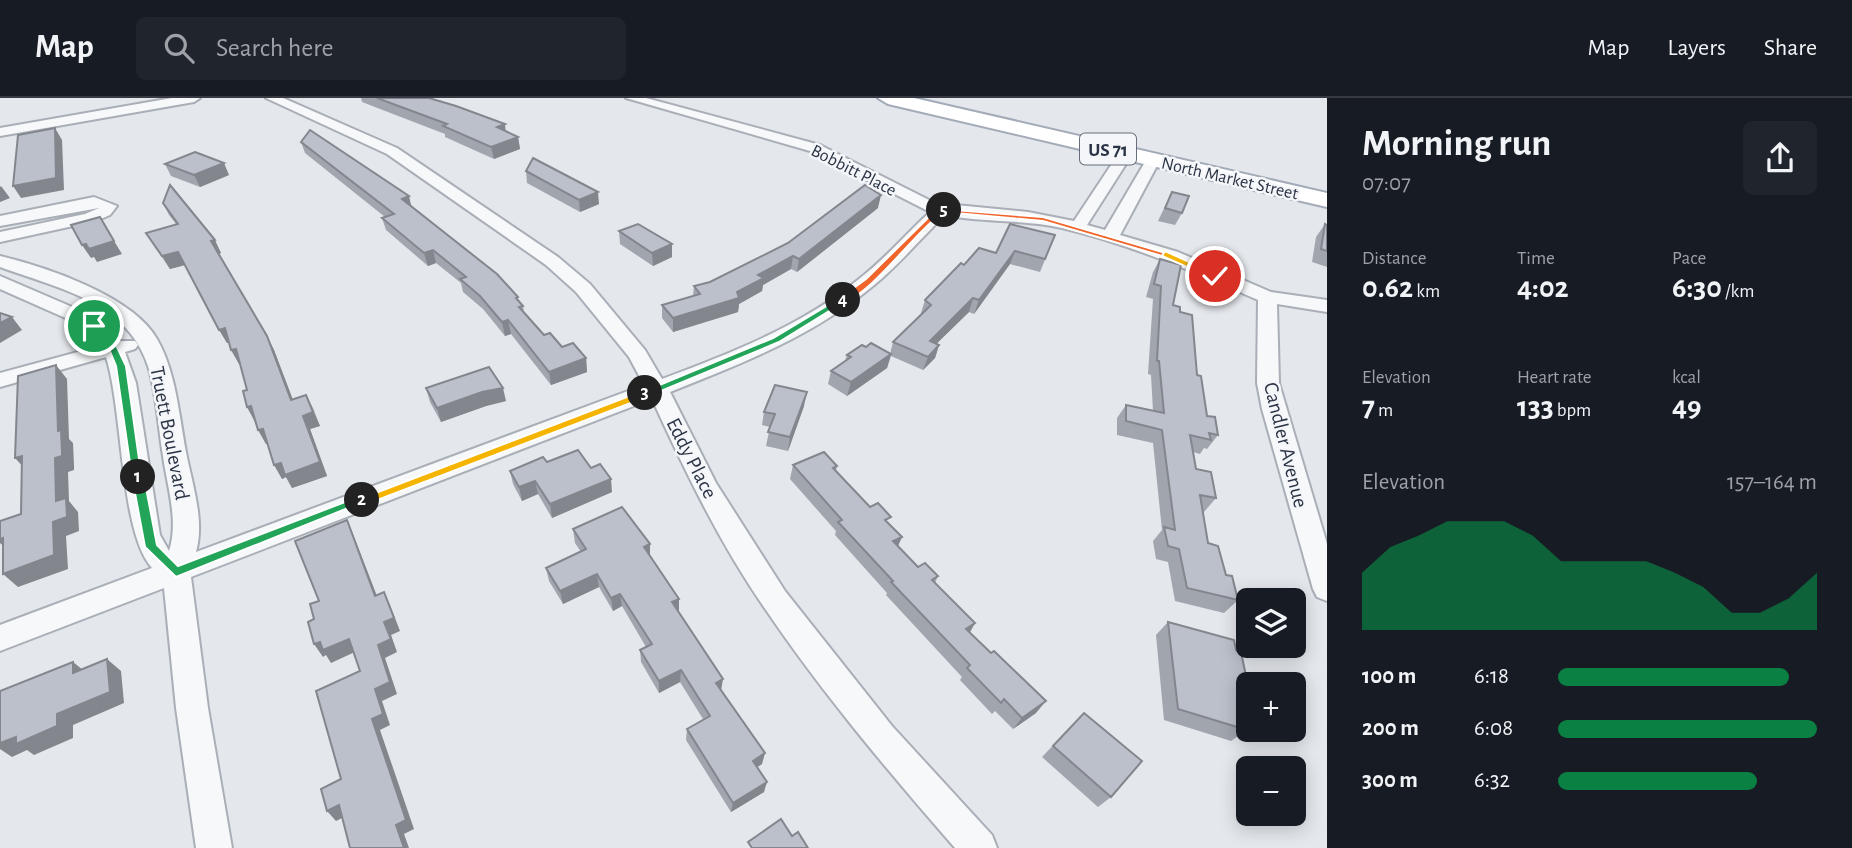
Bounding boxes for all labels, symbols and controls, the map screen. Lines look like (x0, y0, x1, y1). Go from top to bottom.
search box (136, 17, 626, 80)
icon: search (160, 29, 198, 67)
text: Map (35, 31, 94, 64)
text: Search here (216, 35, 334, 61)
text: Map (1587, 36, 1629, 60)
text: Layers (1667, 36, 1726, 60)
text: Share (1764, 36, 1817, 60)
button: share (1743, 121, 1817, 195)
text: Morning run (1362, 125, 1551, 163)
road number: US 71 (1080, 134, 1136, 164)
street label: Bobbitt Place (808, 142, 899, 200)
street label: North Market Street (1160, 154, 1300, 204)
text: 07:07 (1362, 172, 1411, 195)
pin: 5 (926, 192, 962, 228)
text: 5 (939, 200, 948, 219)
pin (1185, 246, 1245, 306)
text: Distance (1362, 249, 1426, 268)
text: Time (1517, 249, 1555, 268)
text: Pace (1672, 249, 1706, 268)
icon: check (1196, 257, 1234, 295)
text: 0.62 (1362, 273, 1413, 303)
text: 4:02 (1517, 273, 1569, 303)
text: 6:30 (1672, 273, 1722, 303)
pin: 4 (826, 282, 860, 318)
text: km (1413, 282, 1440, 301)
text: /km (1722, 282, 1754, 301)
text: 4 (838, 290, 847, 309)
pin (64, 296, 124, 356)
icon: arrive (75, 307, 113, 345)
street label: Truett Boulevard (146, 365, 193, 502)
text: Elevation (1362, 368, 1431, 387)
text: Heart rate (1517, 368, 1592, 387)
text: kcal (1672, 368, 1701, 387)
pin: 3 (628, 376, 662, 410)
street label: Candler Avenue (1260, 380, 1311, 510)
text: 3 (640, 383, 649, 402)
text: 7 (1362, 392, 1375, 422)
text: 133 (1517, 392, 1554, 422)
text: 49 (1672, 392, 1702, 422)
text: m (1375, 401, 1393, 420)
text: bpm (1554, 401, 1591, 420)
street label: Eddy Place (662, 415, 721, 502)
pin: 1 (120, 460, 156, 494)
text: 1 (134, 467, 141, 486)
text: Elevation (1362, 471, 1445, 494)
text: 157–164 m (1727, 471, 1817, 494)
pin: 2 (344, 482, 380, 518)
text: 2 (357, 490, 366, 509)
map controls (1236, 588, 1306, 826)
button: layers (1236, 588, 1306, 658)
text: 100 m (1362, 665, 1416, 688)
text: 6:18 (1474, 665, 1509, 688)
button: + (1236, 672, 1306, 742)
text: 200 m (1362, 717, 1419, 740)
text: 6:08 (1474, 717, 1513, 740)
button: − (1236, 756, 1306, 826)
text: 300 m (1362, 769, 1418, 792)
text: 6:32 (1474, 769, 1510, 792)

◆ **DIRECTIONS FOR THIS TASK**
Among the lines above, which ones include the word "controls"? Copy them.

◆ **THE COMPLETED TASK**
Bounding boxes for all labels, symbols and controls, the map screen. Lines look like (x0, y0, x1, y1). Go from top to bottom.
map controls (1236, 588, 1306, 826)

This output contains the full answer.